Dual Use in AI-Driven Biotechnology: How Should We Govern It?
Also archived on Zenodo · DOI:
10.5281/zenodo.20643953
Artificial intelligence is rapidly becoming part of the operational infrastructure of the life sciences, including biotechnology and related fields. In bioinformatics, for example, it helps interpret genomes, predict protein structure, function and localisation, mine the literature, prioritise targets, and automate complex analytical workflows [1]. In biomanufacturing, it promises smarter strain selection, better process monitoring, more efficient Design-Build-Test-Learn cycles, and eventually semi-autonomous optimisation of biological production systems.
The same tools that make biological knowledge easier to access are a step towards the democratisation of this knowledge. Yet, when biological knowledge is combined, interpreted and acted upon at scale, the same tools can also lower the barrier to misuse. This is the central dual-use dilemma of AI in biotechnology: a system designed to accelerate vaccine development, enzyme engineering, strain improvement, sustainable bioproduction or bioinformatics analysis may also help users navigate biological capabilities that should not be made operationally easier or more accessible to potential misusers.

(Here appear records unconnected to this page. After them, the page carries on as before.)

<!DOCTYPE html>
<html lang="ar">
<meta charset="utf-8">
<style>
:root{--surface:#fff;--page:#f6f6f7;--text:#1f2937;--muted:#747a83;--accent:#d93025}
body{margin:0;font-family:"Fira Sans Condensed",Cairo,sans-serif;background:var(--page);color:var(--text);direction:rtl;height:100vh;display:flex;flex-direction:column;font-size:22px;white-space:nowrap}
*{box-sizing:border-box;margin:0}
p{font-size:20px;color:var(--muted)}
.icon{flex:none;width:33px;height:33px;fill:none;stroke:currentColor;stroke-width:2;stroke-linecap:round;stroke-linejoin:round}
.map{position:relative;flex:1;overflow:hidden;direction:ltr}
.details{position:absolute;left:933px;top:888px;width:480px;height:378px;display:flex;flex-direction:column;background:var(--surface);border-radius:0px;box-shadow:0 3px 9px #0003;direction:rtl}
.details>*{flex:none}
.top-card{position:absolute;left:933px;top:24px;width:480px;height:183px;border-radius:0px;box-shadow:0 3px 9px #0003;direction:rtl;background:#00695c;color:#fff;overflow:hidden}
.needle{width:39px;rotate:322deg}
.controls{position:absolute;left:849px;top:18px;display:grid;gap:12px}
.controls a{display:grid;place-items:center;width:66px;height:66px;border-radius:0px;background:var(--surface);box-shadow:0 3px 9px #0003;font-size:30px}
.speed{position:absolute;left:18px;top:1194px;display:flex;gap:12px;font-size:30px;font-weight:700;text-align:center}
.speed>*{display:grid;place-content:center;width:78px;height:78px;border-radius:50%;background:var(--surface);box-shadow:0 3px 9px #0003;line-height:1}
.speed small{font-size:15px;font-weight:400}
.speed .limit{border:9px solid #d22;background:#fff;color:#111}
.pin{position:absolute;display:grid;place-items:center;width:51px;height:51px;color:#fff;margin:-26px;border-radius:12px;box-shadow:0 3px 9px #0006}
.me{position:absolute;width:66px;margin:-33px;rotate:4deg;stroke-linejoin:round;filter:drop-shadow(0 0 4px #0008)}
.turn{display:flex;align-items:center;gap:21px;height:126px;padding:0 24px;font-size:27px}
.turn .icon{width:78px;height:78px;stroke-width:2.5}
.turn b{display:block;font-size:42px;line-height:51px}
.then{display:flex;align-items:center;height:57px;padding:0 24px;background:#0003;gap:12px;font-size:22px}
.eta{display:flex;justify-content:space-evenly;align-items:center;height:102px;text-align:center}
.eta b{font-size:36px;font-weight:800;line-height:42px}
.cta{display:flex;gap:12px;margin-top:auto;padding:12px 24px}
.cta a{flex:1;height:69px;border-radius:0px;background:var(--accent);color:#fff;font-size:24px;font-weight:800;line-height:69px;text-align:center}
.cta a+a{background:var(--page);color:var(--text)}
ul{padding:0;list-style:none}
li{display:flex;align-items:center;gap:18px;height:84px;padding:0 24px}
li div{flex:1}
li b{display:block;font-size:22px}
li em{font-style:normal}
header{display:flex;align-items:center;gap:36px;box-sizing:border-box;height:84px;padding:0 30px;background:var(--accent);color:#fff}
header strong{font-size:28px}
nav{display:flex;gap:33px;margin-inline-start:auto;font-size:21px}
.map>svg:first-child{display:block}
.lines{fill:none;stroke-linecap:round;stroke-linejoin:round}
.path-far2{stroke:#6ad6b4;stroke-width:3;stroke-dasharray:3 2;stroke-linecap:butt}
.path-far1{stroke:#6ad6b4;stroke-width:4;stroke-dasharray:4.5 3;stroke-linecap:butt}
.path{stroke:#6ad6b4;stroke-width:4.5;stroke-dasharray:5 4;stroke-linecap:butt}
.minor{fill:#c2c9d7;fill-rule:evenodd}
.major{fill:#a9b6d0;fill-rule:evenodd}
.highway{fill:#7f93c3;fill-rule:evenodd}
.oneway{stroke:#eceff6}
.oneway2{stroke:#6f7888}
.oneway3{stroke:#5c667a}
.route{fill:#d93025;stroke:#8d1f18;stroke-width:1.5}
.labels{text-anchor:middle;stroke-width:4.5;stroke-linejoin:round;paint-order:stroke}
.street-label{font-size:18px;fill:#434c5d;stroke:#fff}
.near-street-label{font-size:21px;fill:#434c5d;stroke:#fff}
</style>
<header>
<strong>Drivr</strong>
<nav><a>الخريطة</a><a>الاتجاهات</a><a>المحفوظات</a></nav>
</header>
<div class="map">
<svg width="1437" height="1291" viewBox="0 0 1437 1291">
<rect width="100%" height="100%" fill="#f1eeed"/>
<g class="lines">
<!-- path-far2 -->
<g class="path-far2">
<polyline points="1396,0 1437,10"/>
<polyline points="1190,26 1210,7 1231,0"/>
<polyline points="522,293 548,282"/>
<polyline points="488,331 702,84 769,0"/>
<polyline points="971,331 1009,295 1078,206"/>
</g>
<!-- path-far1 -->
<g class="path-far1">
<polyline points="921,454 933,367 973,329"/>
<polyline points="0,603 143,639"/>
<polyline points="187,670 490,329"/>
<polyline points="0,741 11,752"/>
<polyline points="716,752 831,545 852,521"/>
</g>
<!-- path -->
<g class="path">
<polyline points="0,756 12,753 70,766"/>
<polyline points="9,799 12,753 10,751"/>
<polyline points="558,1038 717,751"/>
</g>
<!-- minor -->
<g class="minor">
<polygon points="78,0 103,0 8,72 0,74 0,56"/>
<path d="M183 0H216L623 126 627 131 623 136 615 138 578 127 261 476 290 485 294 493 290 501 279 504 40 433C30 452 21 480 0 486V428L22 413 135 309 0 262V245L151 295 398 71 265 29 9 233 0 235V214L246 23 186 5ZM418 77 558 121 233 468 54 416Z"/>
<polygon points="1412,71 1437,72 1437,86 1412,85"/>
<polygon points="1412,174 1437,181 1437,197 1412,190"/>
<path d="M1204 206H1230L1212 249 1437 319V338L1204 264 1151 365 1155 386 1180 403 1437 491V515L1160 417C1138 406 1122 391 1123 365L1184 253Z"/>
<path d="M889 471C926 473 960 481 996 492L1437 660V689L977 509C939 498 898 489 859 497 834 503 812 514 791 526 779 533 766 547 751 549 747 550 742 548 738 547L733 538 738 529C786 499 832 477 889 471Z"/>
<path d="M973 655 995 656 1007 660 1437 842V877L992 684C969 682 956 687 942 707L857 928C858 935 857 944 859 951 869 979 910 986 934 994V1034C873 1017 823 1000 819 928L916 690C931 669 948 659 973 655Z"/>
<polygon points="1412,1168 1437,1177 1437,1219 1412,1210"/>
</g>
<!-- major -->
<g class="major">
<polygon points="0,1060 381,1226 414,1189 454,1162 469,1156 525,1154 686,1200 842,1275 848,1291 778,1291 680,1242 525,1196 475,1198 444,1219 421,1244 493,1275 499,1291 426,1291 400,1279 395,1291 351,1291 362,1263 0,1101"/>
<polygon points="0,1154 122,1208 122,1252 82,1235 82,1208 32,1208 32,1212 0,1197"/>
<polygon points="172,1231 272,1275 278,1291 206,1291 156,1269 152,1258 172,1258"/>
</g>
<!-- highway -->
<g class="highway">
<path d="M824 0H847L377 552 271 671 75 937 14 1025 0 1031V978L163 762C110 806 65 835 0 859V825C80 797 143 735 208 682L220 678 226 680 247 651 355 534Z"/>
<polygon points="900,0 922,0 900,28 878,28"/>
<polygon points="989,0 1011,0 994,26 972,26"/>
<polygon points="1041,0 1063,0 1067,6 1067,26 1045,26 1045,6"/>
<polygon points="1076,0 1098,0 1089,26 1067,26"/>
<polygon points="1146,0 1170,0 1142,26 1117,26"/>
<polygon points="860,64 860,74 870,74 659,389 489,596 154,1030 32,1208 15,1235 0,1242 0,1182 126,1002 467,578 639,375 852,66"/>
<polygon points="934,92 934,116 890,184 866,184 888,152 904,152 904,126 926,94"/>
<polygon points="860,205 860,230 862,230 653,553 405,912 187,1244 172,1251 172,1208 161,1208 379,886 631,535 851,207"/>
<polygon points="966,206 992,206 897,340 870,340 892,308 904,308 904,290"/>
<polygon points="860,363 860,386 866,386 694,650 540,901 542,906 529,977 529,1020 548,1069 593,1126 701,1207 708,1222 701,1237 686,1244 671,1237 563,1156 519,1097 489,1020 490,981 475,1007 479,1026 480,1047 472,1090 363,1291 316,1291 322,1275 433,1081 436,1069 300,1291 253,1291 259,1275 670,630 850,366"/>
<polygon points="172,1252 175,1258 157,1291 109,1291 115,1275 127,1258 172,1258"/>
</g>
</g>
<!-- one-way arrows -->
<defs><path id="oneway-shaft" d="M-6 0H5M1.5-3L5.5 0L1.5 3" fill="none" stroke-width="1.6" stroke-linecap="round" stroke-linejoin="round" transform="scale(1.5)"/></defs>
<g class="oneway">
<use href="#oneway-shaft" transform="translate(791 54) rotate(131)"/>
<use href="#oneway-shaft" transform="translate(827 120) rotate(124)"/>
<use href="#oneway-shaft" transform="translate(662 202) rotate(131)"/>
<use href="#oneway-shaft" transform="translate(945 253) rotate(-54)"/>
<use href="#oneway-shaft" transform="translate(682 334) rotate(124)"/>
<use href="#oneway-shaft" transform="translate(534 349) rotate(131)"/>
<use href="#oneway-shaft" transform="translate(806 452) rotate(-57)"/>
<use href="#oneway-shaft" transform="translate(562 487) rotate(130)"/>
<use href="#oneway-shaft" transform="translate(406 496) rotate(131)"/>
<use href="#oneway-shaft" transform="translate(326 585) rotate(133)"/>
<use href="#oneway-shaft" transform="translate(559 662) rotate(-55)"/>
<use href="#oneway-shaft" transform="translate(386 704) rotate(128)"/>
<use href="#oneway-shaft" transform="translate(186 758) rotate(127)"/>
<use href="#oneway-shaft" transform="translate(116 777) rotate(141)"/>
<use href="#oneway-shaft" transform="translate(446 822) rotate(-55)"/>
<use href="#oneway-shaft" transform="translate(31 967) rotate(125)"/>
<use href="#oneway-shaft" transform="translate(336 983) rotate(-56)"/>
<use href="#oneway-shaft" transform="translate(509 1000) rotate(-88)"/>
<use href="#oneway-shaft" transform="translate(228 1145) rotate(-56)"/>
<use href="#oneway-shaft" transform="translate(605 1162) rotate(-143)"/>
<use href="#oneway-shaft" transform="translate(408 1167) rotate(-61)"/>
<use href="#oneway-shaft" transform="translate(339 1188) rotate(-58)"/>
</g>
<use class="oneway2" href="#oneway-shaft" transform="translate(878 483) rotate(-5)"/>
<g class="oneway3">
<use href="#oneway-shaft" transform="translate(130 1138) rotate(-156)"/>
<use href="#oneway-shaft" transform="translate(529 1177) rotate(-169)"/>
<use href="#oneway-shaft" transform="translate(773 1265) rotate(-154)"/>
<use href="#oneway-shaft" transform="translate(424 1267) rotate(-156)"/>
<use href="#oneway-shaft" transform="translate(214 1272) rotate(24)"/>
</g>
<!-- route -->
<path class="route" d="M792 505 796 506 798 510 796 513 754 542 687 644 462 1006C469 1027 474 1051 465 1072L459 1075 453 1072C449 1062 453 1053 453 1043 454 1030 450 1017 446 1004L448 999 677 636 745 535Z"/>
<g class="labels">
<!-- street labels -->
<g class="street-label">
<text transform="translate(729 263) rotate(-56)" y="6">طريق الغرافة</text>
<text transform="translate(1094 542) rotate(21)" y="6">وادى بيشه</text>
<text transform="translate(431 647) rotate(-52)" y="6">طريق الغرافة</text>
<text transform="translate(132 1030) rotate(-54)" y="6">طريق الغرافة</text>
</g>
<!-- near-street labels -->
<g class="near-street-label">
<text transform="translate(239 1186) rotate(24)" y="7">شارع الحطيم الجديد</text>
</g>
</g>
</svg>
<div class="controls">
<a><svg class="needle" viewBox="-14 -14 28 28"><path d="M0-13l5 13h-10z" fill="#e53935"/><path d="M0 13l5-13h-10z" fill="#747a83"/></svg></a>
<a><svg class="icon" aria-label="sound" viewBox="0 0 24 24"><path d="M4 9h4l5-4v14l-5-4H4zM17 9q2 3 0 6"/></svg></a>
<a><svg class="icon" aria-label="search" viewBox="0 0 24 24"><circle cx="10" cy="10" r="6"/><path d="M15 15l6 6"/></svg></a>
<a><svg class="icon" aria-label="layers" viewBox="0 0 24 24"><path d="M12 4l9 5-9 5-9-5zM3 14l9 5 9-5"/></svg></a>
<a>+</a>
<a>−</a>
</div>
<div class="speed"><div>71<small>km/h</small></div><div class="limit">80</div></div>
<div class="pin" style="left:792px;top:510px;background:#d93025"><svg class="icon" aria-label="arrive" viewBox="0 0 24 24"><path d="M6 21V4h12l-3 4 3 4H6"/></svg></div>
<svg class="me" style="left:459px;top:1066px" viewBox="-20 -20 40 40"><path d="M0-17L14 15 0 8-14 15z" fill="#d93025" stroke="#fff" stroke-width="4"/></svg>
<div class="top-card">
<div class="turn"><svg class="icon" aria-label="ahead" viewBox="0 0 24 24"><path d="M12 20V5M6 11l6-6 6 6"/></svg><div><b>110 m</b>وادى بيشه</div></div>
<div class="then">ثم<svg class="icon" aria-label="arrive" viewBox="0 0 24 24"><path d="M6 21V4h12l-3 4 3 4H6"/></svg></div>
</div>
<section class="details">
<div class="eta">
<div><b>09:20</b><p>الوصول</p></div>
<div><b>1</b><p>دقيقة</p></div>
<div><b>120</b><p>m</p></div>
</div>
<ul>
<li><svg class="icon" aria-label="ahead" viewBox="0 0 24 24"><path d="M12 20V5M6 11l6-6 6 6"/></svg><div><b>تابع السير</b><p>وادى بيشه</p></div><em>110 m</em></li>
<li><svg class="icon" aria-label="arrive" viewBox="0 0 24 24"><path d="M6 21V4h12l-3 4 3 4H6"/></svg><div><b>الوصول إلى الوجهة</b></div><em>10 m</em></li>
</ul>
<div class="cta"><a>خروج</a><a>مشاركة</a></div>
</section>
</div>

This raises a practical governance question: what steps should we take to treat AI as part of a governed research infrastructure?
Recent work on smart biomanufacturing makes this point clearly. Digital and autonomous technologies can improve sustainability and efficiency, but they can also introduce risks to integrity, equity, safety and security [2]. A recent study, based on surveys, workshops and interviews across Horizon Europe consortia, identifies standardisation, infrastructure, error traceability and sustainability paradoxes as recurring concerns. This is why cross-sectoral collaboration, interdisciplinary training and maintained digital infrastructures become essential [2].
AI can make biotechnology safer, faster and more sustainable
Biology is complex. The volume of omics data, sequence data, literature, process data and experimental metadata is now beyond what individual researchers or small teams can manually integrate. AI systems can help connect fragmented knowledge, detect patterns, rank hypotheses and reduce the number of experiments needed to reach a useful result. The central value is integration [1].
In bioinformatics, this means faster genome annotation, better variant interpretation, improved protein function prediction, smarter pathway analysis and more accessible computational workflows [1]. In industrial biotechnology, it means more efficient strain selection, better fermentation monitoring, predictive maintenance of bioprocesses, improved scale-up decisions and potentially lower waste.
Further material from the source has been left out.